To replicate the basic Makerkit subscription plans, you can create a plan for each of the following: Basic, Pro and Premium plans.

To get started quickly, you can also set up a single plan for your product.

Step 3: Create a Lemon Squeezy API key

Now, we need to setup an API Key. Go to your Lemon Squeezy settings page and click on the API Keys tab.

Click on the "Create API Key" button and give it a very specific name, so you won't confuse it with your production keys. Copy the API key and ensure to store it. We will be adding this to your Makerkit's local environment variables file.

Depending on which kit you're using, you will add this key to either .env.local (Next.js) or .env (Remix). This key is not supposed to be committed to your repository, so we add them safely to our local files.

Additionally, we need to add the LEMON_SQUEEZY_STORE_ID to the local environment variables file, and a secret string LEMON_SQUEEZY_SIGNING_SECRET that we use to verify the webhook signature.

Update them in your local environment variables file:


Find your Lemon Squeezy Store ID

To find your Lemon Squeezy Store ID, visit your Stores page in the Lemon Squeezy dashboard.

You can do so by visiting the following URL:

The ID is the number next to the store name.

Proceed by copying the Store ID into the LEMON_SQUEEZY_STORE_ID environment variable.

Step 4: Configure Lemon Squeezy plans in the Makerkit configuration

Now, we need to configure the Lemon Squeezy plans in the Makerkit configuration, and enter the correct plan IDs.

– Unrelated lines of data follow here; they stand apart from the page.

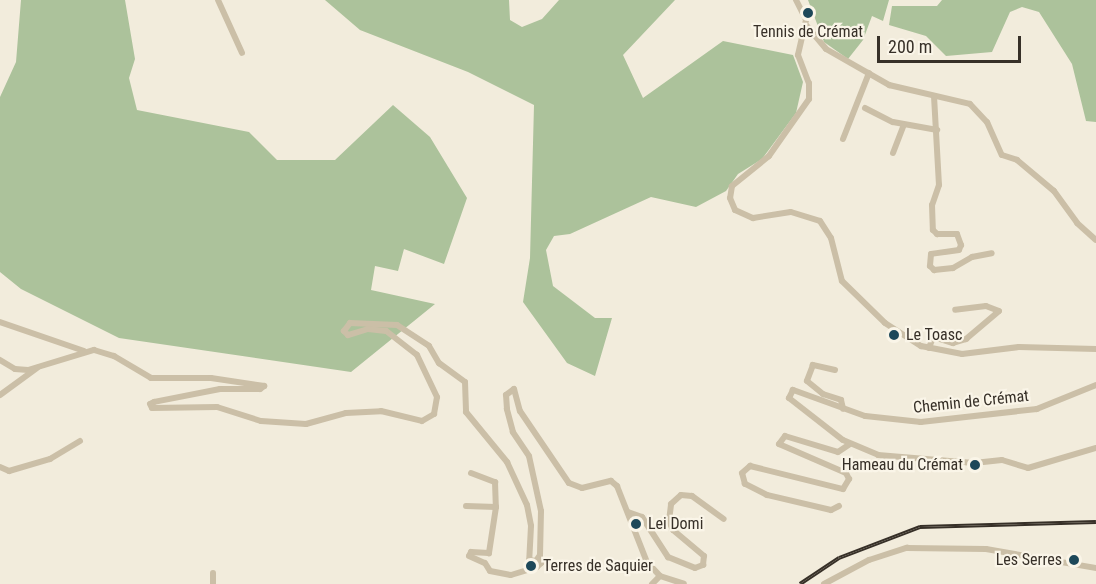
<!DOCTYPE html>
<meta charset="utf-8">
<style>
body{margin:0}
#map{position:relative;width:1096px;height:584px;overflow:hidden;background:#f2ecdc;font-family:"Roboto Condensed",sans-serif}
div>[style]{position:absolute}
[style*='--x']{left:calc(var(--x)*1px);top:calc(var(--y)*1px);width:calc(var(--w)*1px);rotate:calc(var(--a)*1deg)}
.green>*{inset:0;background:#acc29b}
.minor>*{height:6px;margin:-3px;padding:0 3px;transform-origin:3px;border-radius:3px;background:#cbbfa7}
.rail>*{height:4px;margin-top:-2px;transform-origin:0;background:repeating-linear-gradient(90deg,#faf5e8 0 4.5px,#373028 0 9px);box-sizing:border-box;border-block:2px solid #373028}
.dots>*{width:16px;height:16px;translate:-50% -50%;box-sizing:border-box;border:3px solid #faf5e8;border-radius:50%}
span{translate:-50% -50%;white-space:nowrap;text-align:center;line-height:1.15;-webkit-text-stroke:4.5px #faf5e8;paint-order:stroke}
.poi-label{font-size:16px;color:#373028}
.left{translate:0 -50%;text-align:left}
.right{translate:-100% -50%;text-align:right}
.street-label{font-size:16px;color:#373028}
.scale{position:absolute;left:877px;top:36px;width:144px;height:27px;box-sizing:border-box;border:3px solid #373028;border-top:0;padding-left:8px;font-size:18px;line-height:21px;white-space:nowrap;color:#373028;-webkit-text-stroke:4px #faf5e8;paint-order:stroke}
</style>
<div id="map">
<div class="green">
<i style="clip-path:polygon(21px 0,125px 0,135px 59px,129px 78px,137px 110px,249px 132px,277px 160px,335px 160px,393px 105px,430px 137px,467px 198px,444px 264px,404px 249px,398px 271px,375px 266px,371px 290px,435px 304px,351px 372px,119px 338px,21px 289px,0 272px,0 97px,16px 62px)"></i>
<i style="clip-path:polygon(325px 0,509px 0,510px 20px,522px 27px,542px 19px,559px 0,675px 0,623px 55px,643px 98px,723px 41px,793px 55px,803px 82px,796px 113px,762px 159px,738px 174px,726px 191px,696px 207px,651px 197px,570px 234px,554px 236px,546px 250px,553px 286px,595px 318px,612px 318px,595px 376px,567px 363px,523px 302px,530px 258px,534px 105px,468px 72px,360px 30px)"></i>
<i style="clip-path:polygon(808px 0,889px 0,883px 21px,872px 16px,863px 40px,848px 59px,824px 42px)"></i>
<i style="clip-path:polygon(942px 0,1096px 0,1096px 122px,1086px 121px,1072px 64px,1039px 12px,1022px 7px,1010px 12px,992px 52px,946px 56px,926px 36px,889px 25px,892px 6px,937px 6px)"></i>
</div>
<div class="minor">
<i style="--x:218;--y:0;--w:58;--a:65.6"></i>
<i style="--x:796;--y:0;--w:22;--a:63"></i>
<i style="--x:806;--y:20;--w:36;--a:103"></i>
<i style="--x:798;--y:55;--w:30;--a:69"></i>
<i style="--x:809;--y:83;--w:16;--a:90"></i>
<i style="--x:809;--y:99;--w:70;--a:125.1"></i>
<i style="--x:769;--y:156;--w:48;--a:141"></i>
<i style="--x:732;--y:186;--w:12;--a:99"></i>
<i style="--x:730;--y:198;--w:13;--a:67"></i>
<i style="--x:735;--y:210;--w:20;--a:24"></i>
<i style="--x:753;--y:218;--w:38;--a:-9"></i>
<i style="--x:791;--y:212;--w:30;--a:17"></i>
<i style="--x:820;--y:221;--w:20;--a:57"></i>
<i style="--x:831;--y:238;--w:44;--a:75.7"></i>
<i style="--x:842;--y:281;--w:60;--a:44.3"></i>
<i style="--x:885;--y:323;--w:43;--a:32.6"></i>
<i style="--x:921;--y:346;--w:42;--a:11"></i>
<i style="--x:962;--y:354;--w:57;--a:-7"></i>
<i style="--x:1019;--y:347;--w:77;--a:1.5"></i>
<i style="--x:806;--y:25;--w:31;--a:50"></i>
<i style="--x:826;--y:49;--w:73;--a:29.7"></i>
<i style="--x:889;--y:85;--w:83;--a:13.2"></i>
<i style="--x:970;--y:104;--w:25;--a:47"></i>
<i style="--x:987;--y:122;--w:36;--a:66"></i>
<i style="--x:1002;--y:155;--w:16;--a:18"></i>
<i style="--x:1017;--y:160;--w:48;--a:40"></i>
<i style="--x:1054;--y:191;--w:39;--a:54"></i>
<i style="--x:1077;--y:223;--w:25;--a:42"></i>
<i style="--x:934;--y:96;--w:89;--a:86.8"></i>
<i style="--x:939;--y:185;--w:21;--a:109"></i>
<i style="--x:932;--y:205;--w:25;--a:88"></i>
<i style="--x:933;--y:230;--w:6;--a:45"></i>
<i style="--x:937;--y:234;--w:20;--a:0"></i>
<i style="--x:957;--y:234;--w:12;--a:70"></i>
<i style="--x:961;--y:245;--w:5;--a:112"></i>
<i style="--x:959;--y:250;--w:28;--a:172"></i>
<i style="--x:931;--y:254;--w:12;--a:95"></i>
<i style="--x:930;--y:266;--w:6;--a:45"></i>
<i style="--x:934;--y:270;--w:19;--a:-6"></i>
<i style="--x:953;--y:268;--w:22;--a:-30"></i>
<i style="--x:972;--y:257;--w:20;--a:-11"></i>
<i style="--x:865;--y:108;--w:31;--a:27"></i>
<i style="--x:893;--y:122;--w:45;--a:10.3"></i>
<i style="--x:843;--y:139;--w:71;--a:-68.5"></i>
<i style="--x:893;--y:153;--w:30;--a:-69"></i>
<i style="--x:0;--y:322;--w:89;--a:19"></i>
<i style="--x:929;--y:348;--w:12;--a:-70"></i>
<i style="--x:933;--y:337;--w:21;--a:17"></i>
<i style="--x:953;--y:343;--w:14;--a:-17"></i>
<i style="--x:966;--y:339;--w:43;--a:-40.3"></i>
<i style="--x:999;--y:311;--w:14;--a:-159"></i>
<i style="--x:986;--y:306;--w:31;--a:173"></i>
<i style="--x:0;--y:360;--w:17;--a:31"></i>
<i style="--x:15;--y:369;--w:13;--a:4"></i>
<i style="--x:28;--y:370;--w:69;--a:-16.9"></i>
<i style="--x:94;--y:350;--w:21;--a:17"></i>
<i style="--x:114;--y:356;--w:43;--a:30.7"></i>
<i style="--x:151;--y:378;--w:60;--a:0"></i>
<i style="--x:211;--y:378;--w:54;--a:8.6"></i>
<i style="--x:264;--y:386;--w:5;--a:143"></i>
<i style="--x:260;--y:389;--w:40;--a:180"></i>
<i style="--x:220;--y:389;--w:67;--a:168.9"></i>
<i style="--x:154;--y:402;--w:4;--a:153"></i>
<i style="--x:150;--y:404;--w:4;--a:63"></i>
<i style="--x:152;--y:408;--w:65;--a:-0.9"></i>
<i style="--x:217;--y:407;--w:46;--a:17.7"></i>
<i style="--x:261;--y:421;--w:45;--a:3.8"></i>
<i style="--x:306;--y:424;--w:41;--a:-15.4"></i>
<i style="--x:346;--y:413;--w:35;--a:-3"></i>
<i style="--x:381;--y:411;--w:42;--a:13.7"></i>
<i style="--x:422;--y:421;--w:14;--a:-30"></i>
<i style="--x:434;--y:414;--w:17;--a:-80"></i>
<i style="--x:437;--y:397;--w:47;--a:-115.5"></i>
<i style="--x:417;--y:355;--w:39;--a:-142"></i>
<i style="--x:386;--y:331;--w:18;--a:-174"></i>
<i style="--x:368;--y:329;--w:21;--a:163"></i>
<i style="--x:348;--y:335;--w:6;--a:-135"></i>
<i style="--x:344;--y:331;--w:10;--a:-53"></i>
<i style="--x:350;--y:323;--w:47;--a:2.4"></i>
<i style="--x:397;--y:325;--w:38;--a:33"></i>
<i style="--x:429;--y:346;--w:20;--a:60"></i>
<i style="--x:439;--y:363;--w:32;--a:36"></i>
<i style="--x:465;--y:382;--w:30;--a:88"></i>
<i style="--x:466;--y:412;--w:65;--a:50.6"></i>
<i style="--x:507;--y:462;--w:47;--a:65.1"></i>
<i style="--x:527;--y:505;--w:21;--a:79"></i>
<i style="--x:531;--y:526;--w:34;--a:93"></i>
<i style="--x:529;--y:560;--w:7;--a:8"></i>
<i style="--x:536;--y:561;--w:7;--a:-56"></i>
<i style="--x:540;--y:555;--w:44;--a:-88.7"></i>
<i style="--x:541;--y:511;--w:56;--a:-102.3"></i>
<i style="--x:529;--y:456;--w:29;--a:-124"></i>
<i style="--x:513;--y:432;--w:24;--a:-105"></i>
<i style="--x:507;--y:409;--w:14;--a:-94"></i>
<i style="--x:506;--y:395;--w:10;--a:-37"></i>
<i style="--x:514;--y:389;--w:23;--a:75"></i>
<i style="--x:520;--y:411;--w:87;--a:55.8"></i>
<i style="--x:569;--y:483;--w:14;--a:21"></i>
<i style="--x:582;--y:488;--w:30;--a:-14"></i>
<i style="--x:611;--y:481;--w:8;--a:40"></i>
<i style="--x:617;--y:486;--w:82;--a:68.5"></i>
<i style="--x:647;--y:562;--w:19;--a:47"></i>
<i style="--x:835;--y:370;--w:23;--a:-167"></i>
<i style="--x:813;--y:365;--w:17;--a:111"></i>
<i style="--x:807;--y:381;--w:21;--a:39"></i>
<i style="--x:823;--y:394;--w:19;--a:18"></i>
<i style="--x:841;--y:400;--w:9;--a:77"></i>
<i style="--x:1096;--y:385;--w:64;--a:157.9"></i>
<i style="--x:1037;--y:409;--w:117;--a:173.6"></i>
<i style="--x:921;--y:422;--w:56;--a:-173.9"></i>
<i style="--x:865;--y:416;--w:77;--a:-160.1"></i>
<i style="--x:793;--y:390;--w:9;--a:117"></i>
<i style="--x:789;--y:398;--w:68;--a:37.9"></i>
<i style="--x:843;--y:440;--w:38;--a:23"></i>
<i style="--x:878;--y:455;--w:96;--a:4.8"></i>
<i style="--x:974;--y:463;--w:28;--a:-6"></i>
<i style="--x:1002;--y:460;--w:27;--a:17"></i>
<i style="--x:1028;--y:468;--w:71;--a:-16.4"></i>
<i style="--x:0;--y:395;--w:46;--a:-36.1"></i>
<i style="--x:0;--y:467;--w:10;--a:24"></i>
<i style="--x:9;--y:471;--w:43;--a:-16.3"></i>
<i style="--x:50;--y:459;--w:35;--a:-31"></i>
<i style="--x:471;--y:473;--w:26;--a:21"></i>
<i style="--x:495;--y:482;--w:25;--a:88"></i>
<i style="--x:496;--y:507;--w:47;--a:98.7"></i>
<i style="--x:489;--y:553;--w:18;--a:-177"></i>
<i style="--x:471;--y:552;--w:4;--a:117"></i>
<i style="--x:469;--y:556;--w:17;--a:24"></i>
<i style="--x:485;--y:563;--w:9;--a:58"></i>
<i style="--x:490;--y:571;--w:21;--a:11"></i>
<i style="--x:511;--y:575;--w:27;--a:-17"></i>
<i style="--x:537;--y:567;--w:6;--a:-45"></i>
<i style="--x:541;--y:563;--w:5;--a:-127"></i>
<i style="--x:466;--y:506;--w:30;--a:2"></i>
<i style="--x:839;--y:506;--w:9;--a:153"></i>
<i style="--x:831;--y:510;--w:66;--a:-166.8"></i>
<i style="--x:767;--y:495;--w:25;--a:-153"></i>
<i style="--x:745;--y:484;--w:11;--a:-105"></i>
<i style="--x:742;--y:473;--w:11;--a:-41"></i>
<i style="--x:750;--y:466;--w:96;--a:13.9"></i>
<i style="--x:843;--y:489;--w:12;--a:-59"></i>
<i style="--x:849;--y:479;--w:7;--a:-117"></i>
<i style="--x:846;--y:473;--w:73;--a:-156.6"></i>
<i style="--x:779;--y:444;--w:10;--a:-53"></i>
<i style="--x:785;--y:436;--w:55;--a:16.8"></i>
<i style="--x:838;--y:452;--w:14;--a:-34"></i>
<i style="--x:628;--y:512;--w:15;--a:20"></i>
<i style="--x:642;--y:517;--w:48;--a:57"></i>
<i style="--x:668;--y:557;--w:29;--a:22"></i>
<i style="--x:695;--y:568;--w:9;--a:-21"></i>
<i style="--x:703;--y:565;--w:9;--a:-84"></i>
<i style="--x:704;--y:556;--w:40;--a:-140"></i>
<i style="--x:673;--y:530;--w:10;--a:-114"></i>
<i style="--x:669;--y:521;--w:17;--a:-83"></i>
<i style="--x:671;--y:504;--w:13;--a:-42"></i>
<i style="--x:681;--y:495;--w:11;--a:5"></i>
<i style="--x:692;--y:496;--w:39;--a:36"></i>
<i style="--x:660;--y:576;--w:25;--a:18"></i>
<i style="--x:213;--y:584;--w:11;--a:-90"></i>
<i style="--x:652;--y:584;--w:11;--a:-45"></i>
<i style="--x:824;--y:584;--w:51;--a:-28.1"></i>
<i style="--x:869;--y:560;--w:40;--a:-18"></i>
<i style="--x:907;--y:548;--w:79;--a:0.7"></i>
<i style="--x:986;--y:549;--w:112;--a:9.8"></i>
</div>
<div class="rail">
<i style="--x:800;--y:584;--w:47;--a:-33.7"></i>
<i style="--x:839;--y:558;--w:87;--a:-20.9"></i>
<i style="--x:920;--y:527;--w:176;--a:-1.6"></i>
</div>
<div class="dots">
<i style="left:808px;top:13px;background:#1d4859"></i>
<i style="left:894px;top:335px;background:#1d4859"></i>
<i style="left:975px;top:465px;background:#1d4859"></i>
<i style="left:636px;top:524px;background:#1d4859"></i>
<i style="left:1074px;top:560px;background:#1d4859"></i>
<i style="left:531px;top:566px;background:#1d4859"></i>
</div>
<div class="poi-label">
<span style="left:808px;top:32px">Tennis de Crémat</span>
<span class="left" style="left:906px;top:335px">Le Toasc</span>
<span class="right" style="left:963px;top:465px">Hameau du Crémat</span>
<span class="left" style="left:648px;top:524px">Lei Domi</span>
<span class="right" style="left:1062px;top:560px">Les Serres</span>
<span class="left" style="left:543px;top:566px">Terres de Saquier</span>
</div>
<div class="street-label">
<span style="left:971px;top:402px;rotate:-6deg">Chemin de Crémat</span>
</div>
<div class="scale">200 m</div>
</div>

To do so, open the ~/configuration.ts file and edit the stripe object.

We can convert this to something more abstract, such as subscriptions, and add the relevant Lemon Squeezy product and variant IDs.

{ subscriptions: { products: [ { name: 'Basic', description: 'Description of your Basic plan', badge: `Up to 20 users`, productId: 1, // <-- Lemon Squeezy product ID features: [ 'Basic Reporting', 'Up to 20 users', '1GB for each user', 'Chat Support', ], plans: [ { name: 'Monthly', price: '$9', variantId: 1, // <-- Lemon Squeezy variant ID }, { name: 'Yearly', price: '$90', variantId: 2, // <-- Lemon Squeezy variant ID }, ], } ] } }

Note: The variantId is the ID of the plan in Lemon Squeezy. The productId is the ID of the product.

Find your Lemon Squeezy product and variant IDs

You can find your Lemon Squeezy Product and Variant IDs using the Lemon Squeezy dashboard.

Step 4: Creating the Webhook In Lemon Squeezy

We need to create a Webhook from the Lemon Squeezy Dashboard so that we can receive the events to our webhook handler.

You will be prompted for the following:

  • URL: point it to the ngrok URL (see below). Ensure you point it to the /api/ls/webhook endpoint.
  • Secret: the secret LEMON_SQUEEZY_SIGNING_SECRET that you have set in the .env file
  • Events: select the events that you want to receive. In our case, we want to receive the subscription_created and subscription_updated events.

Testing Locally

To test the webhook handler locally, we can use the ngrok tool.

We add the following command to the package.json file:

"ngrok": "npx ngrok http 3000"

And you can run it with:

npm run ngrok

You can also use other alternatives, such as Localtunnel or Cloudflare Tunnel.

Step 5: Go to production

Once you're ready to go to production, you can switch your Lemon Squeezy store to production mode.

Additionally, remember to set up the webhook in production mode as well, pointing to your production URL.